In life, Cates was always hopeful, Goff said, and did much to help those in his community. He said Cates also sincerely believed that his service in Iraq was the right thing to do.
"He became a scout to make a difference," Goff said. "He became a Marine to make a difference. He was active in the Toys for Tots program, and he believed that there was hope for the children of Iraq. He was there in the hopes of making a difference."
Cates' stepfather, Phillip Shaw then addressed the assembly, noting that he has a lot of stories about his son, but for the time being, was content to keep them to himself. Shaw said that when Tyler came home on leave, the aroma of Brasso would hang in the air for days after his departure.
"People have asked us if we are bitter," Shaw said. "We are not bitter, absolutely not. This boy in 22 years lived a fuller life than many people do. He was doing what he wanted to do."
Shaw then asked the mourners to say a prayer – not for his son, who he said he knows is in a better place – but for the "brothers" in arms, the soldiers still serving, putting their lives on the line for their country.
Patricia Shaw spoke briefly, noting that her husband had spoken of a lot of the things she and the family were feeling.
"Tyler was my life," she said. "He was my rock."
She said she has asked herself, "why?" in the short time since receiving word of her son's death.
"But don't be sad," she said. "I would like to thank everybody that I could share my son with you."
Cates' young widow, Lisa, then addressed the friends and family gathered to honor her husband's memory. She referred to the circumstances of her husband's death.
"He was shot from a distance by a coward who knew he could not get the best of a United States Marine at closer range," she said.
Before he left, Cates told his wife that he dreamed that he would not make it home from Iraq. In letters and phone calls home, Cates tried to keep up both her spirits and his.
She said it gives her peace to know that her husband had begun to forge a closer relationship with God shortly before his death. She said he had asked her to send him a "study Bible," so that he could have room to make notes as he read. He never got it.

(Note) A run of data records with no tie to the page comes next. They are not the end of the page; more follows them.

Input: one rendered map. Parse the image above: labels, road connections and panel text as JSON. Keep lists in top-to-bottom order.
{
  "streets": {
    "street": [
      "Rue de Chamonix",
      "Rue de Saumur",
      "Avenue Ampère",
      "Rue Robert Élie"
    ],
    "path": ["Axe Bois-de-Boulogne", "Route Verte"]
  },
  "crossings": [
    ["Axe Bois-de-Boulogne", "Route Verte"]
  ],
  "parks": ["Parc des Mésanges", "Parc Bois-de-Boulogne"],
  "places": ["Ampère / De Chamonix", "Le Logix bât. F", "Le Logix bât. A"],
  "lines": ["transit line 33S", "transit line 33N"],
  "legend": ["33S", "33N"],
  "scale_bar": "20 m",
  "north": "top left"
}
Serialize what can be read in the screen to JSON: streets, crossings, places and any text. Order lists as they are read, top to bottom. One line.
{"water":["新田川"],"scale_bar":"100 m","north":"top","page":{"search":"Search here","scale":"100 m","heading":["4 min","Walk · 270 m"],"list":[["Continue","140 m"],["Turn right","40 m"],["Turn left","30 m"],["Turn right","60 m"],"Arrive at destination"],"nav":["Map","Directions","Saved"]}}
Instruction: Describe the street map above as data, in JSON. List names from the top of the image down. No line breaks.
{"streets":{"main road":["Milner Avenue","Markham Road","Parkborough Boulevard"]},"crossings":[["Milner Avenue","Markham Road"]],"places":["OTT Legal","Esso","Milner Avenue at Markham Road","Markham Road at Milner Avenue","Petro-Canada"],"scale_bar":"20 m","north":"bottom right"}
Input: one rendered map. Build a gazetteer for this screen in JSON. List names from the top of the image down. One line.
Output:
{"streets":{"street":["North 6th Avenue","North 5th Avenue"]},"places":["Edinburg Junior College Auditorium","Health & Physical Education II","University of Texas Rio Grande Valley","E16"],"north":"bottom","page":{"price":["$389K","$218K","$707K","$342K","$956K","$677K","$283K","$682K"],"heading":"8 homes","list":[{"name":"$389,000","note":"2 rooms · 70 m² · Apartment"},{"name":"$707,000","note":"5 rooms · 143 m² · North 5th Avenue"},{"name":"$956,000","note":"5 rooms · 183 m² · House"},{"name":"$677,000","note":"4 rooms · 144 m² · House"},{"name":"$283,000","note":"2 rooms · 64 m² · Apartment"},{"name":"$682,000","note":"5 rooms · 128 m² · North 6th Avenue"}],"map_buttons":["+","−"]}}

"Our marriage was way, way too short," she said.
After Lisa concluded her remarks, "The Dance" by Garth Brooks was played.
Cates was awarded the Purple Heart after his death, which was presented to his mother at the conclusion of the ceremony while the "Halls of Montezuma" was played.
A piper played "Amazing Grace" as the long line of mourners filed past Cates' body.
Cates received full military honors, including a 21-gun salute outside the church at the conclusion of the presentation of the American flag to his mother.
As the military pall bearers lifted Cates' coffin and turned, the identification tags that once hung around the young man's neck were seen dangling from the handle of the receptacle. He was escorted to his final rest by a contingent of both Lebanon and Mt. Juliet Police, as well as representatives from the Wilson County Sheriff's Department.